_Exercise data_.
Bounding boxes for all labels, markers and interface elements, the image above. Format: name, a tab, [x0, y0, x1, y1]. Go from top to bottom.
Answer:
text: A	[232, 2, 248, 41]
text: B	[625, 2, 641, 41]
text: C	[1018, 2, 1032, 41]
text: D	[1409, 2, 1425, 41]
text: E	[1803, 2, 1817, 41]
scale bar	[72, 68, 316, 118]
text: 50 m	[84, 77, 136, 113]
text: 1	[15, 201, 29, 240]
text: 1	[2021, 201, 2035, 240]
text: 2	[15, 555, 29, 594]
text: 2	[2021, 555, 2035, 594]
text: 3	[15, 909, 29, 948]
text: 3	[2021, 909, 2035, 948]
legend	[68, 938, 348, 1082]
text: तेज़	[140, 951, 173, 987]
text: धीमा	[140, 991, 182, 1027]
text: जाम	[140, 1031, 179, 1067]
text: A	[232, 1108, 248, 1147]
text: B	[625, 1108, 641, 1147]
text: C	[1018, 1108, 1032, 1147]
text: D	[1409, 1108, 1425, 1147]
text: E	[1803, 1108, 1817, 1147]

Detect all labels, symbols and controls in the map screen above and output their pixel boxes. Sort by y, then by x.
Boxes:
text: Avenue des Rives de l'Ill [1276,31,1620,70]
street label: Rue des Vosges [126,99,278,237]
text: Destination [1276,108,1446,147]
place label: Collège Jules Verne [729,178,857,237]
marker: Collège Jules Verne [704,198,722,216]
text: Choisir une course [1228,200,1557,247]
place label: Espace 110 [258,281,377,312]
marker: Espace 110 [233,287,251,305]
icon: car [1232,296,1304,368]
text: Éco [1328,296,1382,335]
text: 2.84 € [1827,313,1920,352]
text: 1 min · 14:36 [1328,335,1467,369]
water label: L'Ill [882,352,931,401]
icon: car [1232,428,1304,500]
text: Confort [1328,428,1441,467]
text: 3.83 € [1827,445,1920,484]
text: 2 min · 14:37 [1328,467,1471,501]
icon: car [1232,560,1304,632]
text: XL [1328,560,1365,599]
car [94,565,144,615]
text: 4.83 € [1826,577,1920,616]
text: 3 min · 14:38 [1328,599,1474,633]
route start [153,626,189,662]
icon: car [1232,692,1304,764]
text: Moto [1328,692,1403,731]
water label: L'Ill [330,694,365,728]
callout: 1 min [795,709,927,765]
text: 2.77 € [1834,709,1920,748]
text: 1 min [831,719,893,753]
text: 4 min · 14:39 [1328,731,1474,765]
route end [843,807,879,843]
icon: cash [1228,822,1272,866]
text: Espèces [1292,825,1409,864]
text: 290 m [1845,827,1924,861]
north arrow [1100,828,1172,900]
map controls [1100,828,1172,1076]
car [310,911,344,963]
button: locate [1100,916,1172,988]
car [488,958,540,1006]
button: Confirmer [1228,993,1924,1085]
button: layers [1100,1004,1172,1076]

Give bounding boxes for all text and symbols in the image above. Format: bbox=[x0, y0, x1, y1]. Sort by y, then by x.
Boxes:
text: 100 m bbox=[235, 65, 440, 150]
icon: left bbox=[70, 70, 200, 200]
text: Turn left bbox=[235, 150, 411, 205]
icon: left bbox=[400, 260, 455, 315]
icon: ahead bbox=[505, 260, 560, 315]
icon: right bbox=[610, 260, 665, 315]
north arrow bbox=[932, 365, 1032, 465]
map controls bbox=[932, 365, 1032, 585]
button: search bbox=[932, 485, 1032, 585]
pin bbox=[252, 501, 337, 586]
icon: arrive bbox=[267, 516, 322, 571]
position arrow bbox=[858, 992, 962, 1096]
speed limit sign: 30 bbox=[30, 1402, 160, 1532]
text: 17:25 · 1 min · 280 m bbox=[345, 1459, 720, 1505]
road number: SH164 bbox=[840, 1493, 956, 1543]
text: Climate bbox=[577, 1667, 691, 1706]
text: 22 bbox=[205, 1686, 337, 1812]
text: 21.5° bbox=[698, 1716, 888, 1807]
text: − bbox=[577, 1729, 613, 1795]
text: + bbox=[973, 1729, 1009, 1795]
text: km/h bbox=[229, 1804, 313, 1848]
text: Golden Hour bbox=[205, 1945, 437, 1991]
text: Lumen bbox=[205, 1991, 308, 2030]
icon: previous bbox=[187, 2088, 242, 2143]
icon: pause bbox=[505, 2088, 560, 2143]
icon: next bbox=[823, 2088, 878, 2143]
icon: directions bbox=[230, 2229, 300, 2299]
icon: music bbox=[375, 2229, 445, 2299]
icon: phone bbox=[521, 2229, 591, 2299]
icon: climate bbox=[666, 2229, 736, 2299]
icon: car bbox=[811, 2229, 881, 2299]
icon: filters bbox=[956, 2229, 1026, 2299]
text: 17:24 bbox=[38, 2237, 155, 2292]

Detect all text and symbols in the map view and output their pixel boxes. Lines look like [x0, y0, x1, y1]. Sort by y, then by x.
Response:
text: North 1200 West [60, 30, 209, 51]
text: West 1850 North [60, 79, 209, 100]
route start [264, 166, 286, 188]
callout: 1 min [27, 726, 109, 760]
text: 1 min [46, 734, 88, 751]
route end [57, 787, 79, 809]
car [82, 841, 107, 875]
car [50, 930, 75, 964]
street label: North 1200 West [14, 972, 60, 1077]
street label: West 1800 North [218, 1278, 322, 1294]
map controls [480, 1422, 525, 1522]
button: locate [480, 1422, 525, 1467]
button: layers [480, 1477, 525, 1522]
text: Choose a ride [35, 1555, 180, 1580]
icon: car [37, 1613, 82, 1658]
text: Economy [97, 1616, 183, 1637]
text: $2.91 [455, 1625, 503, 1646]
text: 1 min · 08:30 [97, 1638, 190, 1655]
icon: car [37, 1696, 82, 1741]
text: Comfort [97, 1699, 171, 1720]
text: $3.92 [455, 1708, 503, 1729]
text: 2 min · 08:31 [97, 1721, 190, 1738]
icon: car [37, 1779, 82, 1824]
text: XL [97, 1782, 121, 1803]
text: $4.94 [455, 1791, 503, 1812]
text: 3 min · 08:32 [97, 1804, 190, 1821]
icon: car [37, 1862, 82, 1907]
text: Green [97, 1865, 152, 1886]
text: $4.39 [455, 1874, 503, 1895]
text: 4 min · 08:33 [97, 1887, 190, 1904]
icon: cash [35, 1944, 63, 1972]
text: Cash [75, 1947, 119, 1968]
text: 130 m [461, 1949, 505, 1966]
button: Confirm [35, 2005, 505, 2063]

_Prompt_.
In the lines above, locate the string "their". Copy every line where it occurs.

_Solution_.
Detect all labels, symbols and controls in the map screen above and output their pixel boxes. Sort by y, then by x.
Detect all text and symbols in the map view and output their pixel boxes. Lines look like [x0, y0, x1, y1]. Sort by y, then by x.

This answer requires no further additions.